Split into training and test sets.

In [901]:
test_terms = search_terms.copy()[:1000]
search_terms = search_terms[-56328:]

In [902]:
len(search_terms), len(test_terms)

(56328, 1000)

In [903]:
search_terms[0]

'vestibulopathy with vestibulo ocular reflex gain deficit the study is examine the eye movements characteristics of patients with vor gain deficits (overt and covert saccades) before and after physical therapy intervention program and examine the most effective physical therapy treatment program for patients with vestibulopathy. vestibulopathy, acute peripheral inclusion criteria: diagnosed with unilateral or bilateral vestibulopathy living independently in the community exclusion criteria: cognitive state decline neurological disorder disease or disorders that can affect balance all 40 years n/a no dizziness vestibular neuronitis vestibulopathy with vestibulo ocular reflex gain deficit characteristics of overt and covert saccadic eye movements measured by the video head impulse test '

In [904]:
test_terms[0]

'prevalence of anti ccp positivity and subclinical signs of inflammation in patients with new onset of non specific musculoskeletal symptoms non interventional, prospective, observational study to assess the relative risk of anti ccp positive patients to develop signs of inflammation in accordance with early rheumatoid arthritis in a population without pre classified ra but new1 onset of non specific musculoskeletal symptoms in general practices in germany and subsequent 36 months follow up by rheumatologists rheumatoid arthritis population without pre classified ra but new onset of non specific musculoskeletal symptoms non probability sample inclusion criteria: new onset of non specific msk symptoms, including, but not limited to, arthralgia of the hands and the large joints such as wrists, knees, and shoulders written informed consent obtained prior to the initiation of any study protocol required procedures general understanding of study procedure and informed consent age ≥ 18 and ≤

Create lemmatization and tokenization functions.

In [905]:
def lemmatize(text):
    """Return new string of lemmatized words from text."""
    doc = nlp(text)
    return " ".join([token.lemma_ for token in doc if token.text not in STOPWORDS])

In [906]:
def tokenize(text):
    """Return list of tokens from text."""
    return [token for token in simple_preprocess(text) if token not in STOPWORDS]

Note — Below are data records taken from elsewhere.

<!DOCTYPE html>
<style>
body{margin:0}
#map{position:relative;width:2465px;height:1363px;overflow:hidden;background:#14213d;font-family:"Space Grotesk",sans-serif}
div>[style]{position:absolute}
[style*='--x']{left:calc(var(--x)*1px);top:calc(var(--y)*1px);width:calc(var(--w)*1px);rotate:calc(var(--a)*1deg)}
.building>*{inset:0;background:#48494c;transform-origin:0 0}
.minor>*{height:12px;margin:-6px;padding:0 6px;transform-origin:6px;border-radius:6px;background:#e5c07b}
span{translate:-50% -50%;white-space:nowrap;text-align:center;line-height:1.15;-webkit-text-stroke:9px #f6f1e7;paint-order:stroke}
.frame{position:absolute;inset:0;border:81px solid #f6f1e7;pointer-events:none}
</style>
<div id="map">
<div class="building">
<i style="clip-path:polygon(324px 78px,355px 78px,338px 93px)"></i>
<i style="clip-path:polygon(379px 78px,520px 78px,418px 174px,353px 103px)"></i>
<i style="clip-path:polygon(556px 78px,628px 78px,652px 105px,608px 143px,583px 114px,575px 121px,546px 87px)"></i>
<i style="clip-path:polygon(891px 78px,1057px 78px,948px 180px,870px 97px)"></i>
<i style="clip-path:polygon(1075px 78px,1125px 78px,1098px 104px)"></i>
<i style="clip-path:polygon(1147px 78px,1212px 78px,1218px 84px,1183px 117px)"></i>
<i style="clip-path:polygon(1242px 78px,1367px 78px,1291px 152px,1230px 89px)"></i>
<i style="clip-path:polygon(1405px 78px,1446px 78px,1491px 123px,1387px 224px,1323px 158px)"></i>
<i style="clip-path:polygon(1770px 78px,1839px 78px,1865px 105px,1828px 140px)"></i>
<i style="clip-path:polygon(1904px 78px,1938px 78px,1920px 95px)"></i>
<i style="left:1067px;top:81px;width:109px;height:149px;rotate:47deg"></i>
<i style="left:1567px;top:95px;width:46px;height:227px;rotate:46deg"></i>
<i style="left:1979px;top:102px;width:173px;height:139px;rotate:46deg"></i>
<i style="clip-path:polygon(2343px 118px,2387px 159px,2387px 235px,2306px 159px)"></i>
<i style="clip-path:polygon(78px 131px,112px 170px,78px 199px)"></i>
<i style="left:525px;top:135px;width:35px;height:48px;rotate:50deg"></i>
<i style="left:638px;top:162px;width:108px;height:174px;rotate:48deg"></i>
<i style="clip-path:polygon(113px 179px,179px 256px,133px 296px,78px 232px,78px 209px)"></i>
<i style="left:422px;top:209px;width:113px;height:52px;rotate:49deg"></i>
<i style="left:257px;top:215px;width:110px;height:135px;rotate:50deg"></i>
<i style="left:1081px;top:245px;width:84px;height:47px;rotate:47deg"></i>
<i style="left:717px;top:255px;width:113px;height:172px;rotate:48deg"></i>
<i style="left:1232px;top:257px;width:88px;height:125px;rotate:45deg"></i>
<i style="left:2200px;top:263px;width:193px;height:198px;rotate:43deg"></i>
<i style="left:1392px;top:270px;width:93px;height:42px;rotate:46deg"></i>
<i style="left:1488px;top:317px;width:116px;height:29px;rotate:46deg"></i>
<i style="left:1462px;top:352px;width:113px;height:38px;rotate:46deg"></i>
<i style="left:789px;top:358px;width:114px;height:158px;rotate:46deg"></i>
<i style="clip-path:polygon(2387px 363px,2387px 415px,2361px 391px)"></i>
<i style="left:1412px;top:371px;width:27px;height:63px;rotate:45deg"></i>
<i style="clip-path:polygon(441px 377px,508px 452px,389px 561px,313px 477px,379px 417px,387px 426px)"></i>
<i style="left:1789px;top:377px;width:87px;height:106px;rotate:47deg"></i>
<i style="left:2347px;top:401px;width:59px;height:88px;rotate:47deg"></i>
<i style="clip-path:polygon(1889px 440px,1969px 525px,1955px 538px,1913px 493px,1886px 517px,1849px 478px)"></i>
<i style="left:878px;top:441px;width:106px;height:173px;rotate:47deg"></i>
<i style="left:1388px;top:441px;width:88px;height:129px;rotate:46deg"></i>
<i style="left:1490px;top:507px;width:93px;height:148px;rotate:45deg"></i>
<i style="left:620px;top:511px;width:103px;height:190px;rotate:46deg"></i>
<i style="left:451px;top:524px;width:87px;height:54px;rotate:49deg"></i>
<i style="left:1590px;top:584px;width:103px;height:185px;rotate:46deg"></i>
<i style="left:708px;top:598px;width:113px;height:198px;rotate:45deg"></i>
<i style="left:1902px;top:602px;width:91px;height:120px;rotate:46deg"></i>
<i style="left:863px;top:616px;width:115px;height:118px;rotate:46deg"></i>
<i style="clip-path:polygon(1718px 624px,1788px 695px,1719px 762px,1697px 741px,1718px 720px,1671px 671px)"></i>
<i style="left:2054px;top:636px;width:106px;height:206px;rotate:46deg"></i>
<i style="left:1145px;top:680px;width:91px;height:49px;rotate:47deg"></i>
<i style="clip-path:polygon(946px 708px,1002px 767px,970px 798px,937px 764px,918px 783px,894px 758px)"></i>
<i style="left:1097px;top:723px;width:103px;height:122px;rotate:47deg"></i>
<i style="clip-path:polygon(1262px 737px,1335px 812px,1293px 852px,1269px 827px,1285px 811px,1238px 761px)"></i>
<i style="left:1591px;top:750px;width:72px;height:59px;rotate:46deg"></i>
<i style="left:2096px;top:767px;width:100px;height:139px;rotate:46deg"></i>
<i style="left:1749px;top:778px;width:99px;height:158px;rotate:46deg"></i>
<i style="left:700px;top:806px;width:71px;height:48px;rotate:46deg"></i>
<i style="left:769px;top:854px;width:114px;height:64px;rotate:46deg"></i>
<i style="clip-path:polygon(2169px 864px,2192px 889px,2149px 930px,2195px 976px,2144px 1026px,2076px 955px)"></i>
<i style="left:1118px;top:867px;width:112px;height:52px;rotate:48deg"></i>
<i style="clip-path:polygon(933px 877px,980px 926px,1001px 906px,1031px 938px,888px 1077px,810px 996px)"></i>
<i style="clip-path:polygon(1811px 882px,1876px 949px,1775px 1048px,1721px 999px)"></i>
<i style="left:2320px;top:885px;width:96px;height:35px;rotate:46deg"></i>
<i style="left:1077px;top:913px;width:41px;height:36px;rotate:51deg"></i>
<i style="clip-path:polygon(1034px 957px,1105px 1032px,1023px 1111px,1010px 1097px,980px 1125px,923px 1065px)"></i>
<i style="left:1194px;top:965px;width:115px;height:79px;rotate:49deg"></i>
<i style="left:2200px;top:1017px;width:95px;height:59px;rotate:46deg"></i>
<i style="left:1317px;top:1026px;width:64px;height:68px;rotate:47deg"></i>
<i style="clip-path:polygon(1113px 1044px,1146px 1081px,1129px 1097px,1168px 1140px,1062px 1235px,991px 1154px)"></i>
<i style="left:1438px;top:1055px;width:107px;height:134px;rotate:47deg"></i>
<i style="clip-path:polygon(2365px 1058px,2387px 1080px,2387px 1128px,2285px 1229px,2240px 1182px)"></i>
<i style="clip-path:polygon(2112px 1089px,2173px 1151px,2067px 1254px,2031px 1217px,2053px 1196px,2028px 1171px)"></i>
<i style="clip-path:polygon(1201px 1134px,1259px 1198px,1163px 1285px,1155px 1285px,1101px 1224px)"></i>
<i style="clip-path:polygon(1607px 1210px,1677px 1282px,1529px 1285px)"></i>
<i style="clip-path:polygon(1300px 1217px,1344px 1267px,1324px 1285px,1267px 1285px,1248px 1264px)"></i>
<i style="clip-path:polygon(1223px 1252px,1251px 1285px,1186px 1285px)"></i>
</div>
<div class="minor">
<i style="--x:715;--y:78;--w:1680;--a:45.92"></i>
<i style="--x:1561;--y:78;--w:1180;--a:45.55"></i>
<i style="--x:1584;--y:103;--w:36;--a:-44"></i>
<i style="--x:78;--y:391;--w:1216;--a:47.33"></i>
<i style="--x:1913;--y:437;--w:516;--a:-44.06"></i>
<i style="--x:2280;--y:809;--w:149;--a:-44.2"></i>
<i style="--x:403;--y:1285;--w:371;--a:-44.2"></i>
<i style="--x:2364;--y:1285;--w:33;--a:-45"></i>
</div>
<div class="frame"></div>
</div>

Apply functions element-wise with multiprocessing.

In [907]:
pool = Pool(processes=multiprocessing.cpu_count())
lemma = pool.map(lemmatize, search_terms)
pool.close()
pool.join()

pool = Pool(processes=multiprocessing.cpu_count())
keyword_tokens = pool.map(tokenize, lemma)
pool.close()
pool.join()

Apply Phraser to detect bi-grams and more-grams.

In [908]:
# token_ = [doc.split(" ") for doc in keyword_tokens]
bigram = Phrases(keyword_tokens,
                 min_count=10,
                 threshold=5,
                 delimiter=b' ')

bigram_phraser = Phraser(bigram)

bigram_tokens = []
for sent in keyword_tokens:
    bigram_tokens.append(bigram_phraser[sent])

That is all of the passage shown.